LE CHEF
Formé auprès de grandes maisons, il construit un parcours
guidé par l’exigence, la transmission et la précision.
Une écriture du goût façonnée au fil des expériences.

Pour Thibaut Garnier, la pâtisserie n’est pas une démonstration. C’est une écriture.
Un langage construit loin du spectaculaire, plus proche du geste juste que de l’effet.
Une manière de travailler la matière comme d’autres travaillent les mots ou la forme : avec retenue, précision, et une attention presque instinctive à ce qui ne se voit pas immédiatement.
Car avant d’être un métier, la pâtisserie a été un moyen d’expression.
Très tôt, il ne cherche pas à reproduire, mais à interpréter.
À traduire une sensation fugace, une mémoire, une émotion. Là où certains dessinent ou sculptent, il compose avec le goût — textures, températures, saisons devenant les outils d’un récit silencieux.
Une intuition confirmée à 15 ans, lorsqu’il est remarqué par Christophe Felder.
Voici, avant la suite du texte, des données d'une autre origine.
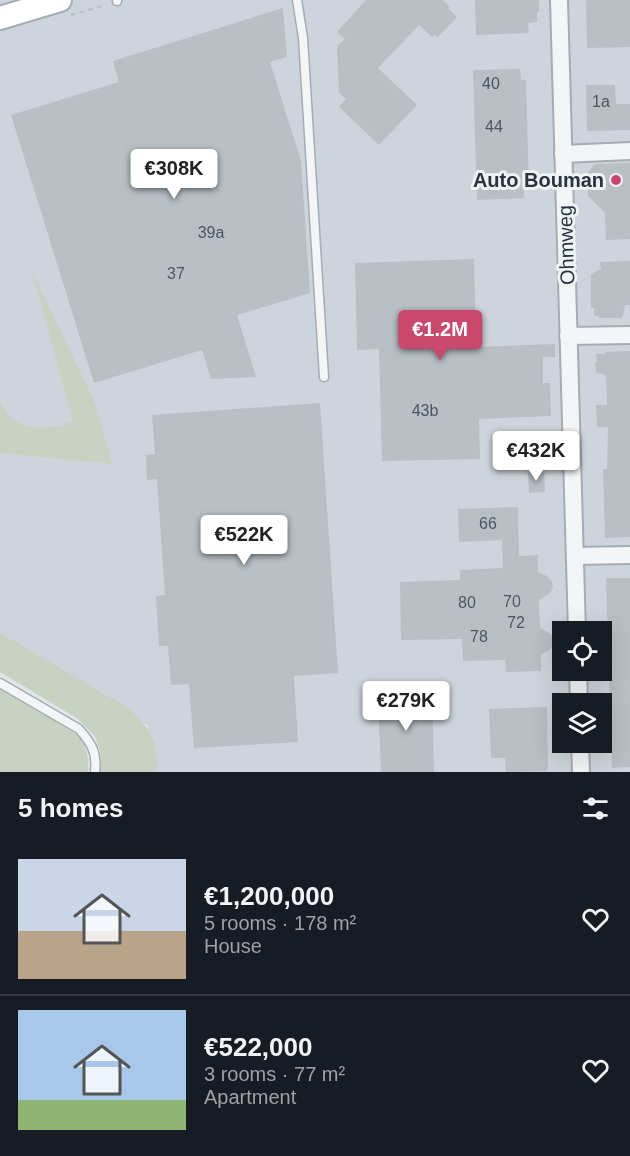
<!DOCTYPE html>
<html lang="en">
<head>
<meta charset="utf-8">
<style>
  :root { --surface:#171b24; --page:#242831; --text:#f1f3f6; --muted:#9ea1a6; --line:#363941; --accent:#c9496e }
  body { margin:0; font-family:Helvetica,sans-serif; background:var(--page); color:var(--text); height:100vh; display:flex; flex-direction:column; font-size:22px; white-space:nowrap }
  * { box-sizing:border-box; margin:0 }
  p { font-size:20px; color:var(--muted) }
  .icon { flex:none; width:33px; height:33px; fill:none; stroke:currentColor; stroke-width:2; stroke-linecap:round; stroke-linejoin:round }
  .map { position:relative; height:772px; overflow:hidden }
  .panel { display:flex; flex-direction:column; background:var(--surface); flex:1 }
  .panel>* { flex:none }
  .controls { position:absolute; left:552px; top:621px; display:grid; gap:12px }
  .controls a { display:grid; place-items:center; width:60px; height:60px; border-radius:0px; background:var(--surface); box-shadow:0 6px 24px #0002; font-size:30px }
  .price { position:absolute; translate:-50% -51px; padding:0 14px; border-radius:6px; background:#fff; color:#222; font-size:20px; line-height:39px; filter:drop-shadow(0 2px 3px #0008) }
  .price::after { content:''; position:absolute; left:50%; top:36px; width:18px; height:14px; margin-left:-9px; background:inherit; clip-path:polygon(0 0,100% 0,50% 100%) }
  .price.on { background:var(--accent); color:#fff }
  ul { padding:0; list-style:none }
  li { display:flex; align-items:center; gap:18px; height:150px; padding:0 18px }
  li+li { border-top:2px solid var(--line) }
  li span { display:grid; place-items:center; flex:none; width:168px; height:120px; border-radius:0px; color:#555 }
  li>.icon { margin-inline-start:auto }
  span .icon { width:72px; height:72px; fill:#fffc; stroke-width:1 }
  li b { font-size:26px }
  h2 { display:flex; justify-content:space-between; align-items:center; height:72px; padding:0 18px; font-size:26px }
  .map>svg:first-child { display:block }
  .built { fill:#ced4db; fill-rule:evenodd }
  .green { fill:#c8d2c2 }
  .building { fill:#b8bfc5 }
  .lines { fill:none; stroke-linecap:round; stroke-linejoin:round }
  .lane-casing { stroke:#a5acb3; stroke-width:11 }
  .street-casing { stroke:#a5acb3; stroke-width:20 }
  .secondary-casing { stroke:#a5acb3; stroke-width:26 }
  .path { stroke:#babfc4; stroke-width:2; stroke-dasharray:4.5 4.5; stroke-linecap:butt }
  .lane { stroke:#f3f5f7; stroke-width:8 }
  .street { stroke:#f3f5f7; stroke-width:16 }
  .secondary { stroke:#fff; stroke-width:22 }
  .poi-dot { fill:#c9496e; stroke:#f0f3f6; stroke-width:2 }
  .labels { text-anchor:middle; stroke-width:6; stroke-linejoin:round; paint-order:stroke }
  .number-label { font-size:16px; fill:#4d5761 }
  .poi-label { font-size:20px; font-weight:bold; fill:#293440; stroke:#f0f3f6; text-anchor:end }
  .street-label { font-size:20px; fill:#293440; stroke:#f0f3f6 }
</style>
</head>
<body>
<div class="map">
<svg width="630" height="772" viewBox="0 0 630 772">
  <rect width="100%" height="100%" fill="#e0e5e9"/>
  <path class="built" d="M0,0H630V772H154L148,726L0,649ZM562,632H602V670H562ZM562,704H602V742H562Z"/>
  <g class="green">
    <path d="M32,271L95,403L112,464L0,453V400C2,405 4,410 7,414C22,432 54,430 73,421Z"/>
    <polygon points="0,633 130,709 148,729 155,744 157,764 156,772 99,772 101,766 100,750 94,735 78,719 0,672"/>
    <path d="M0,687L79,736C87,748 89,757 88,772H0Z"/>
  </g>
  <g class="building">
    <polygon points="366,0 443,0 450,7 448,8 457,17 438,37 435,35 432,37 419,25 378,68 417,105 379,145 339,107 346,99 339,93 337,46 345,39 337,32"/>
    <polygon points="475,0 539,0 539,12 537,12 537,22 528,23 529,33 476,35"/>
    <polygon points="586,0 630,0 630,47 587,48"/>
    <polygon points="283,8 287,57 270,62 301,161 310,293 237,315 256,377 211,379 202,350 94,383 11,115 119,82 113,61"/>
    <polygon points="520,69 521,80 526,80 529,187 524,188 524,198 477,200 473,70"/>
    <polygon points="586,85 615,85 616,104 630,104 630,130 587,131"/>
    <polygon points="630,163 630,239 606,240 605,213 588,196 587,174 595,164"/>
    <polygon points="474,259 476,347 555,344 555,357 543,357 543,383 550,383 551,416 479,419 480,459 382,461 379,349 357,350 355,263"/>
    <polygon points="630,261 630,305 625,305 623,316 620,318 599,318 599,316 594,316 594,308 591,308 591,274 601,269 600,262"/>
    <polygon points="630,351 630,537 605,538 603,469 607,469 608,427 597,427 596,405 607,405 606,375 596,373 595,363 597,362 596,354 605,354 605,352"/>
    <polygon points="320,403 338,673 294,676 298,742 194,748 189,684 171,685 168,646 159,646 156,596 165,595 157,479 147,480 146,455 155,454 152,415"/>
    <polygon points="544,472 545,492 529,493 528,473"/>
    <polygon points="518,507 519,556 538,555 538,572 547,576 552,582 553,588 550,593 539,600 540,628 551,634 555,641 550,650 541,654 541,671 506,672 505,660 463,661 462,639 401,640 400,582 460,580 460,570 503,568 502,540 459,542 458,509"/>
    <polygon points="606,578 630,578 630,767 612,768"/>
    <polygon points="432,692 434,772 381,772 378,694"/>
    <polygon points="547,707 548,767 547,771 506,772 505,758 491,758 489,709"/>
  </g>
  <g class="lines">
    <g class="lane-casing">
      <g id="lane">
        <polyline points="117,0 117,1"/>
        <polyline points="297,0 303,38 324,377"/>
        <path d="M0,683L79,729C92,744 97,752 95,772"/>
      </g>
    </g>
    <g class="street-casing">
      <g id="street">
        <polyline points="559,0 577,632"/>
        <polyline points="563,154 630,151"/>
        <polyline points="568,336 630,335"/>
        <polyline points="575,556 630,555"/>
        <polyline points="578,670 579,704"/>
        <polyline points="580,742 581,772"/>
      </g>
    </g>
    <g class="secondary-casing">
      <polyline id="secondary" points="0,18 60,0"/>
    </g>
    <polyline class="path" points="71,15 106,5"/>
    <use href="#lane" class="lane"/>
    <use href="#street" class="street"/>
    <use href="#secondary" class="secondary"/>
  </g>
  <circle class="poi-dot" cx="616" cy="180" r="6"/>
  <g class="labels">
    <g class="number-label">
      <text x="491" y="89">40</text>
      <text x="601" y="107">1a</text>
      <text x="494" y="132">44</text>
      <text x="211" y="238">39a</text>
      <text x="176" y="279">37</text>
      <text x="425" y="416">43b</text>
      <text x="488" y="529">66</text>
      <text x="512" y="607">70</text>
      <text x="467" y="608">80</text>
      <text x="516" y="628">72</text>
      <text x="479" y="642">78</text>
    </g>
    <g class="poi-label">
      <text x="604" y="187">Auto Bouman</text>
    </g>
    <g class="street-label">
      <text transform="translate(566 245) rotate(-92)" y="7">Ohmweg</text>
    </g>
  </g>
</svg>
<div class="controls">
<a><svg class="icon" aria-label="locate" viewBox="0 0 24 24"><circle cx="12" cy="12" r="6"/><path d="M12 2v4M12 18v4M2 12h4M18 12h4"/></svg></a>
<a><svg class="icon" aria-label="layers" viewBox="0 0 24 24"><path d="M12 4l9 5-9 5-9-5zM3 14l9 5 9-5"/></svg></a>
</div>
<b class="price" style="left:174px;top:200px">€308K</b>
<b class="price on" style="left:440px;top:361px">€1.2M</b>
<b class="price" style="left:536px;top:482px">€432K</b>
<b class="price" style="left:244px;top:566px">€522K</b>
<b class="price" style="left:406px;top:732px">€279K</b>
</div>
<section class="panel">
<h2>5 homes<svg class="icon" aria-label="filters" viewBox="0 0 24 24"><path d="M4 7h16M4 17h16"/><circle cx="9" cy="7" r="2"/><circle cx="15" cy="17" r="2"/></svg></h2>
<ul>
<li><span style="background:linear-gradient(#c9d6e8 60%,#b9a48a 0)"><svg class="icon" aria-label="home" viewBox="0 0 24 24"><path d="M3 11l9-7 9 7M6 9v11h12V9"/></svg></span><div><b>€1,200,000</b><p>5 rooms · 178 m²</p><p>House</p></div><svg class="icon" aria-label="heart" viewBox="0 0 24 24"><path d="M12 20l-8-8c-3-5 5-10 8-4 3-6 11-1 8 4z"/></svg></li>
<li><span style="background:linear-gradient(#a9c7e8 75%,#8fb573 0)"><svg class="icon" aria-label="home" viewBox="0 0 24 24"><path d="M3 11l9-7 9 7M6 9v11h12V9"/></svg></span><div><b>€522,000</b><p>3 rooms · 77 m²</p><p>Apartment</p></div><svg class="icon" aria-label="heart" viewBox="0 0 24 24"><path d="M12 20l-8-8c-3-5 5-10 8-4 3-6 11-1 8 4z"/></svg></li>
</ul>
</section>
</body>
</html>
Mais loin de figer une trajectoire, cette reconnaissance impose surtout une exigence.
Les bases se construisent à Tours, auprès de Christophe Menard.
Il y apprend une rigueur essentielle : précision du geste, respect absolu du produit, mais aussi une attention sincère portée aux équipes, aux apprentis, et à la transmission — une exigence humaine qui marquera durablement sa manière de travailler.
Avec Jacques Bellanger, Meilleur Ouvrier de France,
il découvre le chocolat comme une matière lente, exigeante,
qui ne tolère ni approximation ni précipitation.
Puis, auprès de Vincent Guerlais, son écriture s’affirme :
plus lisible, plus directe, sans jamais perdre en profondeur.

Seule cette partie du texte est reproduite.